The input —
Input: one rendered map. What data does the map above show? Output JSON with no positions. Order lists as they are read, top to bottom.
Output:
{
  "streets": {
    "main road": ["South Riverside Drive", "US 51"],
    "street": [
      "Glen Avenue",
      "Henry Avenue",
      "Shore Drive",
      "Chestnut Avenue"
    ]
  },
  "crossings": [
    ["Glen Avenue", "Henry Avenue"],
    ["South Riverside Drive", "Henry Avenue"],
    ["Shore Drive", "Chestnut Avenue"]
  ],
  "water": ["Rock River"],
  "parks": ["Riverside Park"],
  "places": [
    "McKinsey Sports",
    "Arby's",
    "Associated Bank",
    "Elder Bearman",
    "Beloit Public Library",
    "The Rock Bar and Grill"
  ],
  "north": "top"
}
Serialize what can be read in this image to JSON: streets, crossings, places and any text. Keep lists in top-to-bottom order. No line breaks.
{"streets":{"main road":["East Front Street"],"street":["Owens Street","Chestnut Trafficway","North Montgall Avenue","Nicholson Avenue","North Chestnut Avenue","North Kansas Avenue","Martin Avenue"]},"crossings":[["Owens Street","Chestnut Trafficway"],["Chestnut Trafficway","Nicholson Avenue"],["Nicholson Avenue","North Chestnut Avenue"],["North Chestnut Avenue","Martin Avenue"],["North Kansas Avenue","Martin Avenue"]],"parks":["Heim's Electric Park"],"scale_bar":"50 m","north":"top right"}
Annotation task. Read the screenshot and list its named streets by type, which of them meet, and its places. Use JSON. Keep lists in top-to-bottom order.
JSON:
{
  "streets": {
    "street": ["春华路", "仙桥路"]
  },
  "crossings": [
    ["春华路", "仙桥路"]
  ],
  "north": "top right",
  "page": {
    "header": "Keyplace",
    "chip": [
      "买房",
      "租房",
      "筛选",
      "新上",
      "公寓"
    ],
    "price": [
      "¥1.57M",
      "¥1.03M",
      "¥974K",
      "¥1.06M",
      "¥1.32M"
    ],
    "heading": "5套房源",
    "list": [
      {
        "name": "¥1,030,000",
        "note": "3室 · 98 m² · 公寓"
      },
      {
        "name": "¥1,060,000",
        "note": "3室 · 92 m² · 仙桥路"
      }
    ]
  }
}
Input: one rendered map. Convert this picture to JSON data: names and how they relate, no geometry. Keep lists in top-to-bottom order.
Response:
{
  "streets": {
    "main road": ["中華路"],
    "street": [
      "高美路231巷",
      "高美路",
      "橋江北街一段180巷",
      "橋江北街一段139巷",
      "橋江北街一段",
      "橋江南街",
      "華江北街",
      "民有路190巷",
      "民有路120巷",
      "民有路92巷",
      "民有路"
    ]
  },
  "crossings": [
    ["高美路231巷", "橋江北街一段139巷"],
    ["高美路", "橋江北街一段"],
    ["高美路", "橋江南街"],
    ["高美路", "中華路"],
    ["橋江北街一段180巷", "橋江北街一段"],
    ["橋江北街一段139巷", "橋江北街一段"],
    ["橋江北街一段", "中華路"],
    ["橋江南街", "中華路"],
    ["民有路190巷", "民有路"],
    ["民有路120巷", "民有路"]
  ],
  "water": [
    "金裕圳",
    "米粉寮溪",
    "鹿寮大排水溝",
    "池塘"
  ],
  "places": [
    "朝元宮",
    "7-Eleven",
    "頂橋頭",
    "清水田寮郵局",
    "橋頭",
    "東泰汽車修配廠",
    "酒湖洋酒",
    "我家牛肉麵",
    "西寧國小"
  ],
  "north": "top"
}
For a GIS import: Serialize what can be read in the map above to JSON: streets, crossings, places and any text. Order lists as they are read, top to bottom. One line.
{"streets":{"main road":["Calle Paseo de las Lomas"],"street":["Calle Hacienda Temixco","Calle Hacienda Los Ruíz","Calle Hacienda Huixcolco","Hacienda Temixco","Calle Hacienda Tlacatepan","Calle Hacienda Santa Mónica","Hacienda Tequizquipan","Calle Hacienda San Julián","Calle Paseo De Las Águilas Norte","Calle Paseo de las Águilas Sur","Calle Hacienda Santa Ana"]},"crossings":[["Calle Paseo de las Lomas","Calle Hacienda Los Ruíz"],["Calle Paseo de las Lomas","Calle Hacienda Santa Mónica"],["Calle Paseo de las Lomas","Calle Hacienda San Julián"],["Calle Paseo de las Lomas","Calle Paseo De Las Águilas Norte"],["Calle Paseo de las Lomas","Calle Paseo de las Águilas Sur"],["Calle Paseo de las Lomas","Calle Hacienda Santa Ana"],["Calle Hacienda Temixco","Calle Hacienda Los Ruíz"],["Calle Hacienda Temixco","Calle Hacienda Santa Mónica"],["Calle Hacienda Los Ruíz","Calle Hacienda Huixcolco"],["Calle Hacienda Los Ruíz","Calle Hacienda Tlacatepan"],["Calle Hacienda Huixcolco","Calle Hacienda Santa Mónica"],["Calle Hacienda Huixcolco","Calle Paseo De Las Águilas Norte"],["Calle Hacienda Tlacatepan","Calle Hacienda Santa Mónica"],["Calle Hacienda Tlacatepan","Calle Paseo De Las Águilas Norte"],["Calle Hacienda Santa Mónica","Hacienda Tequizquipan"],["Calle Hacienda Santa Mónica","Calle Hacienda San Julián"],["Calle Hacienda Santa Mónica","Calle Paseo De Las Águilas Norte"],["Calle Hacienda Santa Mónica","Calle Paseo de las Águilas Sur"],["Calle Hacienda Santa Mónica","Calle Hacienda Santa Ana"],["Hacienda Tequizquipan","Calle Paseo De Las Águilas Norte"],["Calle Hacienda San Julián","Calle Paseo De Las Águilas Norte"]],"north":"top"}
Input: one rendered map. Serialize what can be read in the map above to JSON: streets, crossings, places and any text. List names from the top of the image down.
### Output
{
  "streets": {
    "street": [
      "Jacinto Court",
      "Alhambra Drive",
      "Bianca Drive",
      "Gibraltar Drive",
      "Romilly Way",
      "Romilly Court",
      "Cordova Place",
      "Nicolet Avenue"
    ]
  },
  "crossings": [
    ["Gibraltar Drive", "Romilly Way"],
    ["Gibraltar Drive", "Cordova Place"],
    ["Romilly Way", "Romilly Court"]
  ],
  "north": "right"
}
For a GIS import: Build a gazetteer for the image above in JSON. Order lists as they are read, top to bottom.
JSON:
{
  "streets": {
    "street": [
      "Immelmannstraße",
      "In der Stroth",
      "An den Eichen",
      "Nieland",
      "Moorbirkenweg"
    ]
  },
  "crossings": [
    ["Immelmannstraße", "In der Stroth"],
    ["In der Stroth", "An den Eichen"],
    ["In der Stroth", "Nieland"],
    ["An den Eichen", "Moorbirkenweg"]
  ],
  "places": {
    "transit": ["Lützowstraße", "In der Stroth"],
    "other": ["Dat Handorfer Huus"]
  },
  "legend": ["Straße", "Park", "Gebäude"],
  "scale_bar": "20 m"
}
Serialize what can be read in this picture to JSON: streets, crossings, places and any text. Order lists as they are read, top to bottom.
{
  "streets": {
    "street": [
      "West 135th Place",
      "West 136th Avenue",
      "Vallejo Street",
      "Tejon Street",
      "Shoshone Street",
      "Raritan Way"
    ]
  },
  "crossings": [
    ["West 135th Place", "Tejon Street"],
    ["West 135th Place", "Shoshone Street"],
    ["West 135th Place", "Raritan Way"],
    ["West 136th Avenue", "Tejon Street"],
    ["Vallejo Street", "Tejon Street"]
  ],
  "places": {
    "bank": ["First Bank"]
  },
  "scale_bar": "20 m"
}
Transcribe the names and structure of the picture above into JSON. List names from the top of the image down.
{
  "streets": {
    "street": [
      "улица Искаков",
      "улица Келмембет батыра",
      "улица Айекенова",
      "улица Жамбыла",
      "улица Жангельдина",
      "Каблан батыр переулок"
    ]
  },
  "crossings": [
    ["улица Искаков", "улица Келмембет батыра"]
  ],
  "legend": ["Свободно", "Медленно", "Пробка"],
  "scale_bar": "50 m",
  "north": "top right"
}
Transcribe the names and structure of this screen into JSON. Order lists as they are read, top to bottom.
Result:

Problem details — In the records above, how many lines contain the string "data"? Reply with the number only.

Written response — 2